Exercise prompt: Count the lines below that carry the word "Barrera". Answer with that number alone.

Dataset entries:

-*-*-

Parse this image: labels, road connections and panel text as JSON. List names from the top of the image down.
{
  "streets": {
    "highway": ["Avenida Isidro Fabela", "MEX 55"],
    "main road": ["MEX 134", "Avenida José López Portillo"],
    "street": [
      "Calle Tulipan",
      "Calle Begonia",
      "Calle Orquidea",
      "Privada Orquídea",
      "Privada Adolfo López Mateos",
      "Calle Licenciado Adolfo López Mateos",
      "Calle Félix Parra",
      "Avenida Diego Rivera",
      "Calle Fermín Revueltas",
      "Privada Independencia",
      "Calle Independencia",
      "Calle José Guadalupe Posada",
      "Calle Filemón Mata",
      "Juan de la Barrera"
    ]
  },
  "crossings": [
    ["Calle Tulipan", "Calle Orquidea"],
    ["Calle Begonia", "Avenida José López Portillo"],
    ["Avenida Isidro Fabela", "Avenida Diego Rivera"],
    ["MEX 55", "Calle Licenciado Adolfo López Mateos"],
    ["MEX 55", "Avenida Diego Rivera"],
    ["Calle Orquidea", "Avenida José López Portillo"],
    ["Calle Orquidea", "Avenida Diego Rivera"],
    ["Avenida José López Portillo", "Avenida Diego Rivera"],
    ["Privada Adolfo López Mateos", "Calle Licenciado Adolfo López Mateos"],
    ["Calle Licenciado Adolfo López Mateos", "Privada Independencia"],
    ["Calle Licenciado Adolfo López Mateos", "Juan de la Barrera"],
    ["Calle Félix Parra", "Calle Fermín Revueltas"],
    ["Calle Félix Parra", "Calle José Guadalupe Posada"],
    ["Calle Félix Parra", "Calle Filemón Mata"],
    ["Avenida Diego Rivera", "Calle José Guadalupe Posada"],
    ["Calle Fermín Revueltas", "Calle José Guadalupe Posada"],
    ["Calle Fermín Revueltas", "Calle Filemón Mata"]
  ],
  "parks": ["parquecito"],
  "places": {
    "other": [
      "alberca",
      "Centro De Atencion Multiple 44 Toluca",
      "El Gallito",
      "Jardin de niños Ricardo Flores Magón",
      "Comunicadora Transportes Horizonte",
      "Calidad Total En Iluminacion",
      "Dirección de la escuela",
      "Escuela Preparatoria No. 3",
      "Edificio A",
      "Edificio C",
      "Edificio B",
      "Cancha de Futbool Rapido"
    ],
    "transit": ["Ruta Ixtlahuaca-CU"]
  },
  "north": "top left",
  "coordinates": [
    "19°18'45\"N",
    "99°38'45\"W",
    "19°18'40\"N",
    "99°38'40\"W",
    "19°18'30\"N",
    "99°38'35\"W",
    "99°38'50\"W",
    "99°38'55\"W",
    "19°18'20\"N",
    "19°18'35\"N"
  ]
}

-*-*-

Exercise output: 2